War and Peace - Cover

War and Peace

Copyright© 2025 by Leo Tolstoy

Chapter 17

After Prince Andrew, Borís came up to ask Natásha for a dance, and then the aide-de-camp who had opened the ball, and several other young men, so that, flushed and happy, and passing on her superfluous partners to Sónya, she did not cease dancing all the evening. She noticed and saw nothing of what occupied everyone else. Not only did she fail to notice that the Emperor talked a long time with the French ambassador, and how particularly gracious he was to a certain lady, or that Prince So-and-so and So-and-so did and said this and that, and that Hélène had great success and was honored by the special attention of So-and-so, but she did not even see the Emperor, and only noticed that he had gone because the ball became livelier after his departure. For one of the merry cotillions before supper Prince Andrew was again her partner. He reminded her of their first encounter in the Otrádnoe avenue, and how she had been unable to sleep that moonlight night, and told her how he had involuntarily overheard her. Natásha blushed at that recollection and tried to excuse herself, as if there had been something to be ashamed of in what Prince Andrew had overheard.

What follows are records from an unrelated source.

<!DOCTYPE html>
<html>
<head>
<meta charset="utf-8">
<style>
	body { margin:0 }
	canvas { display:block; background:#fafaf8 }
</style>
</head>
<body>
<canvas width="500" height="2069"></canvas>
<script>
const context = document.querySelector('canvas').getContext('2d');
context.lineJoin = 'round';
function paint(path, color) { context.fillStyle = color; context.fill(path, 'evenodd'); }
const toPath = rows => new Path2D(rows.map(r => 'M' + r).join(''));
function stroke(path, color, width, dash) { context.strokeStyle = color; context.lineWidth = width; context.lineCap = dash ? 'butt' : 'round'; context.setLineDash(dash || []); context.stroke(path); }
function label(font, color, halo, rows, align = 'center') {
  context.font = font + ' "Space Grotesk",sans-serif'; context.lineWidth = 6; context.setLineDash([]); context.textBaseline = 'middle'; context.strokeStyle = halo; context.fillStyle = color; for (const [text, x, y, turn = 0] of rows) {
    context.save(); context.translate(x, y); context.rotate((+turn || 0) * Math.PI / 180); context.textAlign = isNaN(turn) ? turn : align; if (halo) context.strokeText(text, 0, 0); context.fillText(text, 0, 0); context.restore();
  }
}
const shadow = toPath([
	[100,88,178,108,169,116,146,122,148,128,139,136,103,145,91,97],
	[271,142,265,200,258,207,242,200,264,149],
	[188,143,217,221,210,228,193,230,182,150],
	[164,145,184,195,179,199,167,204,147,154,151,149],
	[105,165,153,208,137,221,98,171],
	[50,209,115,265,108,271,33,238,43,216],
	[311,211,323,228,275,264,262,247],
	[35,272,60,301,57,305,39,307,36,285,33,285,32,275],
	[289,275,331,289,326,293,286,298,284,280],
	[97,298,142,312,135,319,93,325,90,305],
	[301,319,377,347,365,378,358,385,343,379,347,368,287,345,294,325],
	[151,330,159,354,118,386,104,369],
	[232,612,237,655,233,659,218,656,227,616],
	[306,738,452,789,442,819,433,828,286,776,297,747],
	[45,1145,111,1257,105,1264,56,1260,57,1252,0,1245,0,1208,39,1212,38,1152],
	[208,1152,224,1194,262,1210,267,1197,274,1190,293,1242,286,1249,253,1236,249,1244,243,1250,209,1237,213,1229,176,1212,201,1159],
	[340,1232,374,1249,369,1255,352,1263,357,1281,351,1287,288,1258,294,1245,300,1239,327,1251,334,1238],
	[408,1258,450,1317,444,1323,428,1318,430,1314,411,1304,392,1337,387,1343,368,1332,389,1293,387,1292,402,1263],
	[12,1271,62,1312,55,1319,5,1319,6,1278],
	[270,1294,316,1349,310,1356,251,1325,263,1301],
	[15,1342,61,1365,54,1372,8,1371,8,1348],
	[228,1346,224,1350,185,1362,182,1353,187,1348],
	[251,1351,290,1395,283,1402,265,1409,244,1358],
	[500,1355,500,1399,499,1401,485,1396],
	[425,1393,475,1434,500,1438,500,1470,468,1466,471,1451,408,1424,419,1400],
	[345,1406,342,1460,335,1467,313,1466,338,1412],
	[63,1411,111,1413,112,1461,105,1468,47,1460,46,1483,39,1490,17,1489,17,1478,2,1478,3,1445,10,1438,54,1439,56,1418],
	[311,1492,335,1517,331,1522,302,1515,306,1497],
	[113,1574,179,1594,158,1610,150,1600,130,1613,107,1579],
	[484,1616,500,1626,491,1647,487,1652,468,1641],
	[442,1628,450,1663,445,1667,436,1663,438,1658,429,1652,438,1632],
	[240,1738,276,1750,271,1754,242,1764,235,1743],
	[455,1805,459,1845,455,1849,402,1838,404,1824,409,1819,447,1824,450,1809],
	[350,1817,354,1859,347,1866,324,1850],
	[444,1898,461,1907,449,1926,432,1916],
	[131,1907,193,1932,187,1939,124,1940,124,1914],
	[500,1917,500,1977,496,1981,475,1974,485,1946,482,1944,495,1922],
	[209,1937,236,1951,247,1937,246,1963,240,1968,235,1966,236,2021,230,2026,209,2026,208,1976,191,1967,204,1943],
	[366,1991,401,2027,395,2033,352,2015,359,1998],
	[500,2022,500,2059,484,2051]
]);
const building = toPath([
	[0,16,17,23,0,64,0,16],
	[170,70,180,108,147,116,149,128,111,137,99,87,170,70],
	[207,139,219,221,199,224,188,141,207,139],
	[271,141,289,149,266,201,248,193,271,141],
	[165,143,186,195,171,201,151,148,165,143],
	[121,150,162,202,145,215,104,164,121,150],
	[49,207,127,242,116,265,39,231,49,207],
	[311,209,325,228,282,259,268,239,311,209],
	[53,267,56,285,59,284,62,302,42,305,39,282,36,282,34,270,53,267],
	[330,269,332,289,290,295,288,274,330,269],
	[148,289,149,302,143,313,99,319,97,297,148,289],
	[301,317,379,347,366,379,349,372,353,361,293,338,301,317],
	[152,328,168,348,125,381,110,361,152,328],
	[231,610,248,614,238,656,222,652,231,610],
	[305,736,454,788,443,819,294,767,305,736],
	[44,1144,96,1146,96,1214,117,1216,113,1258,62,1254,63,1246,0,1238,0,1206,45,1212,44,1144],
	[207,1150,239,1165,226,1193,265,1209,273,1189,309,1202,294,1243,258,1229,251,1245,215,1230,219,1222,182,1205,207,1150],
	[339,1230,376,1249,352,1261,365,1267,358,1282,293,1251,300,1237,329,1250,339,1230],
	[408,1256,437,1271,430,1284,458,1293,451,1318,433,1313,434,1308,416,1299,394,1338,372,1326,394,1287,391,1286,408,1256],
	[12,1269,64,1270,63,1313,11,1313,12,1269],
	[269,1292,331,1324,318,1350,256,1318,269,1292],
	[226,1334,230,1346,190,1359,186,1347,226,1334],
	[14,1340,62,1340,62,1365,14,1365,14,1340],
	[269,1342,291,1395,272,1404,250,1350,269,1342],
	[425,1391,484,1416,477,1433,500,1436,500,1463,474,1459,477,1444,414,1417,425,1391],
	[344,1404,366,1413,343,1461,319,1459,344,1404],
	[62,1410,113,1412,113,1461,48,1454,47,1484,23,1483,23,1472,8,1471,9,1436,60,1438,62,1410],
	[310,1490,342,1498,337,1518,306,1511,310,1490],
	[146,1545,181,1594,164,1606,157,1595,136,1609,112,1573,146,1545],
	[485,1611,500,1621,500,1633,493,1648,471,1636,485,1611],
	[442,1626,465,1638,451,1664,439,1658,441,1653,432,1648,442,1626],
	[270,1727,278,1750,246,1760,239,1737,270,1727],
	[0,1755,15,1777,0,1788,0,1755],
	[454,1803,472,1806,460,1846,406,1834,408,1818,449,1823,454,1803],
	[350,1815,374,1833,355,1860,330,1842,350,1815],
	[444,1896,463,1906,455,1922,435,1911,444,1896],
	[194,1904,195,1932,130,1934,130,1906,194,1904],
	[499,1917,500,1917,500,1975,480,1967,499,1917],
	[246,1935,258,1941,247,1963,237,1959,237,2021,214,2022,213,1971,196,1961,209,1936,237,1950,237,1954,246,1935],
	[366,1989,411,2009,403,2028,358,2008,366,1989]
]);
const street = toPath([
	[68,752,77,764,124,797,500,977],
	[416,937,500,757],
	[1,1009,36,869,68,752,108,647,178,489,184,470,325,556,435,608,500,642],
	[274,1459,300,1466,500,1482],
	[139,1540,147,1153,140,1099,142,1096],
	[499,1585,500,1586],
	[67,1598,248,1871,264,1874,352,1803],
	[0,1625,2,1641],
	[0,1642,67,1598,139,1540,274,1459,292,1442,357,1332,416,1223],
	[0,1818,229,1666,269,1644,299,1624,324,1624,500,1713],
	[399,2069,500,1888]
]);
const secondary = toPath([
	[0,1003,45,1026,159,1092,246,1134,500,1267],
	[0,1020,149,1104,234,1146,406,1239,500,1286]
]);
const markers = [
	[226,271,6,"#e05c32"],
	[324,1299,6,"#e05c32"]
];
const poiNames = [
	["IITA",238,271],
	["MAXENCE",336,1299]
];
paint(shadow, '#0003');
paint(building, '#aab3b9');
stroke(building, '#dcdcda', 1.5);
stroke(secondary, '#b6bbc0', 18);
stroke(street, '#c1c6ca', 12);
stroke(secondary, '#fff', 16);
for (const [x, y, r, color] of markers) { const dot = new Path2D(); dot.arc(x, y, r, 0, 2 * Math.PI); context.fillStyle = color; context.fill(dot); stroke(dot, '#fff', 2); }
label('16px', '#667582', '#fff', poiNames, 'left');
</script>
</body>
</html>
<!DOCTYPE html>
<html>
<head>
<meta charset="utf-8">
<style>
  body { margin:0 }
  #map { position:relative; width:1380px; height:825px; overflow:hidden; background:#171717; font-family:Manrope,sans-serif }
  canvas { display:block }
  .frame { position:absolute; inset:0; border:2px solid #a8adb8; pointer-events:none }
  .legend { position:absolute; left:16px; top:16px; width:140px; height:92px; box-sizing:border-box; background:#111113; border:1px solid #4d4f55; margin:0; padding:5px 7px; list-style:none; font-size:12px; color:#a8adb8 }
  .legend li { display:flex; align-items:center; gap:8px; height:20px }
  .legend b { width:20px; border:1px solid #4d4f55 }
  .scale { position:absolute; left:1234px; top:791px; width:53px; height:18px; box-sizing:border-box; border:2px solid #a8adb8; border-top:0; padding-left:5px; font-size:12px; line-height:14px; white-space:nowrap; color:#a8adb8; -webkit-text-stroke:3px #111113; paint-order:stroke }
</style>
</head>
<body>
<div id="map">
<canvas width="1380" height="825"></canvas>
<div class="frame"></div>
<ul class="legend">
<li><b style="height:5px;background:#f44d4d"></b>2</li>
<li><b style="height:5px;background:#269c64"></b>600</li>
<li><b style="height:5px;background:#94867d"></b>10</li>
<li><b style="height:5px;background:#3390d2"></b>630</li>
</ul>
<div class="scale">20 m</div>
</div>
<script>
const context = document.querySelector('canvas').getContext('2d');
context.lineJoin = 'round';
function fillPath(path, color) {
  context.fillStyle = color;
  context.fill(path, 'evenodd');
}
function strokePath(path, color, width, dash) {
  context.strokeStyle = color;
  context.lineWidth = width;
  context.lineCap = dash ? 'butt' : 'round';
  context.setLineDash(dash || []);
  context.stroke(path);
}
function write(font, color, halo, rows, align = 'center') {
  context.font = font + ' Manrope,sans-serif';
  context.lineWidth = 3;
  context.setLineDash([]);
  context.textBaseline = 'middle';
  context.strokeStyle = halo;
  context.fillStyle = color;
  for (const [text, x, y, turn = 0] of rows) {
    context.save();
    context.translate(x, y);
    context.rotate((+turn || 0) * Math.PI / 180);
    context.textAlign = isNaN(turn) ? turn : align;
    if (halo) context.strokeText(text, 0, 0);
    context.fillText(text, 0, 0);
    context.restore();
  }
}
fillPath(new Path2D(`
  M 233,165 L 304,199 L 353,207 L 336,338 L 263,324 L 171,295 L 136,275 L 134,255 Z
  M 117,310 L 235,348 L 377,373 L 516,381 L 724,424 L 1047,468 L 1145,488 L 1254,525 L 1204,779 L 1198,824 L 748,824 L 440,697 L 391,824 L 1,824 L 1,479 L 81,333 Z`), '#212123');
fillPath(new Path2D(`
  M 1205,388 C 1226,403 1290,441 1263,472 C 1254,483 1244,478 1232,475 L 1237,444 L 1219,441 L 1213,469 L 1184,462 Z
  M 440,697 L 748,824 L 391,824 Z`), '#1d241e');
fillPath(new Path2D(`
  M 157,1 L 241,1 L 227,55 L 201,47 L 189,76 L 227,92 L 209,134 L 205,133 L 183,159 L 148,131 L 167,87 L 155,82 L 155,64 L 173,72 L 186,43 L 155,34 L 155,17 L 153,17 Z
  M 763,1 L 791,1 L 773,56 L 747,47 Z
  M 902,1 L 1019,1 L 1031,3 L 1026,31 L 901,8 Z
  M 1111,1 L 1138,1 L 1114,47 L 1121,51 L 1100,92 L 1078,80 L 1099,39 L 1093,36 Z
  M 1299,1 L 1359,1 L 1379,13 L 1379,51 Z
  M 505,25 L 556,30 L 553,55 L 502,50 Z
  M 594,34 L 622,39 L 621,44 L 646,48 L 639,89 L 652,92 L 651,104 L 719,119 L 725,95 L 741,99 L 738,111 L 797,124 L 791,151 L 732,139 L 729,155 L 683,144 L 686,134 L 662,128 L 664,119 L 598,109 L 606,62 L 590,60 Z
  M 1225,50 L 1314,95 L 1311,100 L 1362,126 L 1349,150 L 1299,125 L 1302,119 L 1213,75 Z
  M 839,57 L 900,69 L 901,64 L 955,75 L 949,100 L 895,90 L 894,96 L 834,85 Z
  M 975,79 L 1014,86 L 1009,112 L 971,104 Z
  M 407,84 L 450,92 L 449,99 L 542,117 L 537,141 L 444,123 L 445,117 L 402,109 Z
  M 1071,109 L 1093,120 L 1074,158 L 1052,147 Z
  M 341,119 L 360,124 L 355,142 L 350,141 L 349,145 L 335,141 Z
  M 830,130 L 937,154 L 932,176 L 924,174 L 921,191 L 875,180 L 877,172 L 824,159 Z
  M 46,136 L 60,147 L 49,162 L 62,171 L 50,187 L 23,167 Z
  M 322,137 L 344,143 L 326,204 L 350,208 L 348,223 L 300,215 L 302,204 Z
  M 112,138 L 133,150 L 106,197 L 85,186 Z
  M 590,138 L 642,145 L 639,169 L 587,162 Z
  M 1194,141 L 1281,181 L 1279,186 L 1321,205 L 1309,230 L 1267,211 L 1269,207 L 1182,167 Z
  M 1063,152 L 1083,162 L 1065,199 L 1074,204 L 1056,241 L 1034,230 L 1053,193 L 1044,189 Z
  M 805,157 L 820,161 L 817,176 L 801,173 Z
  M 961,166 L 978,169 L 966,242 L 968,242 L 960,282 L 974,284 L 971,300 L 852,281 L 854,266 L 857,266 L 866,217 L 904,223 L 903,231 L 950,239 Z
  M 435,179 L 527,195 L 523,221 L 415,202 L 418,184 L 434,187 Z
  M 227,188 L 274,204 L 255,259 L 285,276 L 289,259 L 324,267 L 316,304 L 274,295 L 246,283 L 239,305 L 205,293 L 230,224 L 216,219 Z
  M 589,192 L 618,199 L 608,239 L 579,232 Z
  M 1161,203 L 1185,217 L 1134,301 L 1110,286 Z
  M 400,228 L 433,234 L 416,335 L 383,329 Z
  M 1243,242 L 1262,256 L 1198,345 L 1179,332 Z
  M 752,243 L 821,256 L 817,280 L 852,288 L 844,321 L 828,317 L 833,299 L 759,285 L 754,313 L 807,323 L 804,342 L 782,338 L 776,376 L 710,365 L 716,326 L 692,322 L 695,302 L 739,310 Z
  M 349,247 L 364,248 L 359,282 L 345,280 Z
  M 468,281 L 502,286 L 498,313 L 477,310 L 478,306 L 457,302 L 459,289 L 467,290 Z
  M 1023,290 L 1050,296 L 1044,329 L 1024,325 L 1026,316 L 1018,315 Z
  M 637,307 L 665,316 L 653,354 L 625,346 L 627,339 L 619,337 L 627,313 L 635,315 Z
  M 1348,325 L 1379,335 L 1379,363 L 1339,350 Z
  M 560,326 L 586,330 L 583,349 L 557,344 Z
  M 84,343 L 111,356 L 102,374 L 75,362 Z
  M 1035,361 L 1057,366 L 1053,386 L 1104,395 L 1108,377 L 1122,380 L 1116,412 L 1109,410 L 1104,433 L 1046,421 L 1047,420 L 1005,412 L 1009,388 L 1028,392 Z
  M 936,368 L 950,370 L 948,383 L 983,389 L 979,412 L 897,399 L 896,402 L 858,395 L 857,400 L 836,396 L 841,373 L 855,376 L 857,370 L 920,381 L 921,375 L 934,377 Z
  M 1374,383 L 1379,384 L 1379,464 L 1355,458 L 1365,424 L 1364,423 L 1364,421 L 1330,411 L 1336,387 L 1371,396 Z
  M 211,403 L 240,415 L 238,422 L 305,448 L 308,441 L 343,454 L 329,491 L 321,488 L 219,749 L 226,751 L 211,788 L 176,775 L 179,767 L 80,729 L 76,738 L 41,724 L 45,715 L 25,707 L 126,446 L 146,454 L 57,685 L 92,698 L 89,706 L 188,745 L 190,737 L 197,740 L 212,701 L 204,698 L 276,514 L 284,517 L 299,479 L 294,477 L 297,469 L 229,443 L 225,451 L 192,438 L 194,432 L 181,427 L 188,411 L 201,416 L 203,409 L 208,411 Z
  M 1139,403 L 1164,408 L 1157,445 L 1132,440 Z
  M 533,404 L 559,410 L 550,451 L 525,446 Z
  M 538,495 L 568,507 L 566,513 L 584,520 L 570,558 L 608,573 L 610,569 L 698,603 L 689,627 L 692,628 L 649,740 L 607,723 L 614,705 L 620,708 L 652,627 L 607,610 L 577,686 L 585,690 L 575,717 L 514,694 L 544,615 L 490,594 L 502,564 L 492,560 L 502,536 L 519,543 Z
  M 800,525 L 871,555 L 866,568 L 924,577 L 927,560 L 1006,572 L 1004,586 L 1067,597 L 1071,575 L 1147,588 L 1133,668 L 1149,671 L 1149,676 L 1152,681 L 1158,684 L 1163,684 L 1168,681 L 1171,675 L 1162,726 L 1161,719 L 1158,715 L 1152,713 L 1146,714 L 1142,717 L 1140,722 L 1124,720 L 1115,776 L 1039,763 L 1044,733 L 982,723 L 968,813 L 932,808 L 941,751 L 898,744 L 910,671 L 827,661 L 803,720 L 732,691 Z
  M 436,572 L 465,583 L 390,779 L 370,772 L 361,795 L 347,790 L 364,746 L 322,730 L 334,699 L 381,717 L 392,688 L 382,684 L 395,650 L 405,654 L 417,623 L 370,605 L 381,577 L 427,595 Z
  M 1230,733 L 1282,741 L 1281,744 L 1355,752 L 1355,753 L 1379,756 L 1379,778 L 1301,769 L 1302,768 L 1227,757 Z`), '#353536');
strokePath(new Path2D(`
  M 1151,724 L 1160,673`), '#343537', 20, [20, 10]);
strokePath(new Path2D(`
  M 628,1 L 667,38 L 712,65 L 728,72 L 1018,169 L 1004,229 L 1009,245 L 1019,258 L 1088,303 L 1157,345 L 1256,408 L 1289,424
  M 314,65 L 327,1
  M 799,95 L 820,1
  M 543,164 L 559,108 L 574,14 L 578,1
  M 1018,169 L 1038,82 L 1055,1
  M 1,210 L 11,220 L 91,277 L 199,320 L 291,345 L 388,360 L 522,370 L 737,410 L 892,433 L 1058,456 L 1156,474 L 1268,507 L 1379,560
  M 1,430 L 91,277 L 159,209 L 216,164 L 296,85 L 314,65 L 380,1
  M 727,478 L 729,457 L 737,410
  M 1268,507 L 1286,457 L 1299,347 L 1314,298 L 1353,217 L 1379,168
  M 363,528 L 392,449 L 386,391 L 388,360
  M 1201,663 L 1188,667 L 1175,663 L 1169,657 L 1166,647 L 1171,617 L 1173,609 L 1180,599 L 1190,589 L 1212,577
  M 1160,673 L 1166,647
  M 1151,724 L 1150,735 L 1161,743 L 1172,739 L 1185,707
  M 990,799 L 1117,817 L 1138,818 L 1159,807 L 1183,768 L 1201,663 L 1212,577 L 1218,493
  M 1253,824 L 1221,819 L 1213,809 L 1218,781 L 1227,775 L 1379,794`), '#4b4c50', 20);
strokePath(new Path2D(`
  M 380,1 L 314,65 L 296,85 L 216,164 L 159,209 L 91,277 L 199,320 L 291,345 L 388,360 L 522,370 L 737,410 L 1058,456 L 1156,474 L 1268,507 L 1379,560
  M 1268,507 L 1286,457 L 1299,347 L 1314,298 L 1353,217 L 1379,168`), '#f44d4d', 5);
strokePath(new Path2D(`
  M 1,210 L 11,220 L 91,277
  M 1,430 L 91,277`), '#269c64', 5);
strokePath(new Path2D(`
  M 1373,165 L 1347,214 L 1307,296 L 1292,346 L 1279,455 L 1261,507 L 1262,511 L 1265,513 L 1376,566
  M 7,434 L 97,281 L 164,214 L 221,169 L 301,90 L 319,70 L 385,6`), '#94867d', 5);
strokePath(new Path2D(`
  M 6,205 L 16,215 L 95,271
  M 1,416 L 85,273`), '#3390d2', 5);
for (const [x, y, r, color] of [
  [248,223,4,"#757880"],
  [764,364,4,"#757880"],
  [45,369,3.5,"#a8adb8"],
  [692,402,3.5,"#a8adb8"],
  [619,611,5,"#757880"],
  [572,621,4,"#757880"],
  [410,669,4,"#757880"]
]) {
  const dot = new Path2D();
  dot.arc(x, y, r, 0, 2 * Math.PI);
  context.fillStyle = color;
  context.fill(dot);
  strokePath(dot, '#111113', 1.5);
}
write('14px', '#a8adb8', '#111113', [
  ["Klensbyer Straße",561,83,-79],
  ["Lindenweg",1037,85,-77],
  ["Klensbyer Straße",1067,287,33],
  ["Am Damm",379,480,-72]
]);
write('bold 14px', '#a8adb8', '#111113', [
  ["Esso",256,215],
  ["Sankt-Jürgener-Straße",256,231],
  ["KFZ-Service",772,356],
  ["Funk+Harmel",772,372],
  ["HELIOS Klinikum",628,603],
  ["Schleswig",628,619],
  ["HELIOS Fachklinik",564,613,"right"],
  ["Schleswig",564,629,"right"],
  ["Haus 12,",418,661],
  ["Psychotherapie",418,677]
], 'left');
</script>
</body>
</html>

Like all men who have grown up in society, Prince Andrew liked meeting someone there not of the conventional society stamp. And such was Natásha, with her surprise, her delight, her shyness, and even her mistakes in speaking French. With her he behaved with special care and tenderness, sitting beside her and talking of the simplest and most unimportant matters; he admired her shy grace. In the middle of the cotillion, having completed one of the figures, Natásha, still out of breath, was returning to her seat when another dancer chose her. She was tired and panting and evidently thought of declining, but immediately put her hand gaily on the man’s shoulder, smiling at Prince Andrew.

“I’d be glad to sit beside you and rest: I’m tired; but you see how they keep asking me, and I’m glad of it, I’m happy and I love everybody, and you and I understand it all,” and much, much more was said in her smile. When her partner left her Natásha ran across the room to choose two ladies for the figure.

“If she goes to her cousin first and then to another lady, she will be my wife,” said Prince Andrew to himself quite to his own surprise, as he watched her. She did go first to her cousin.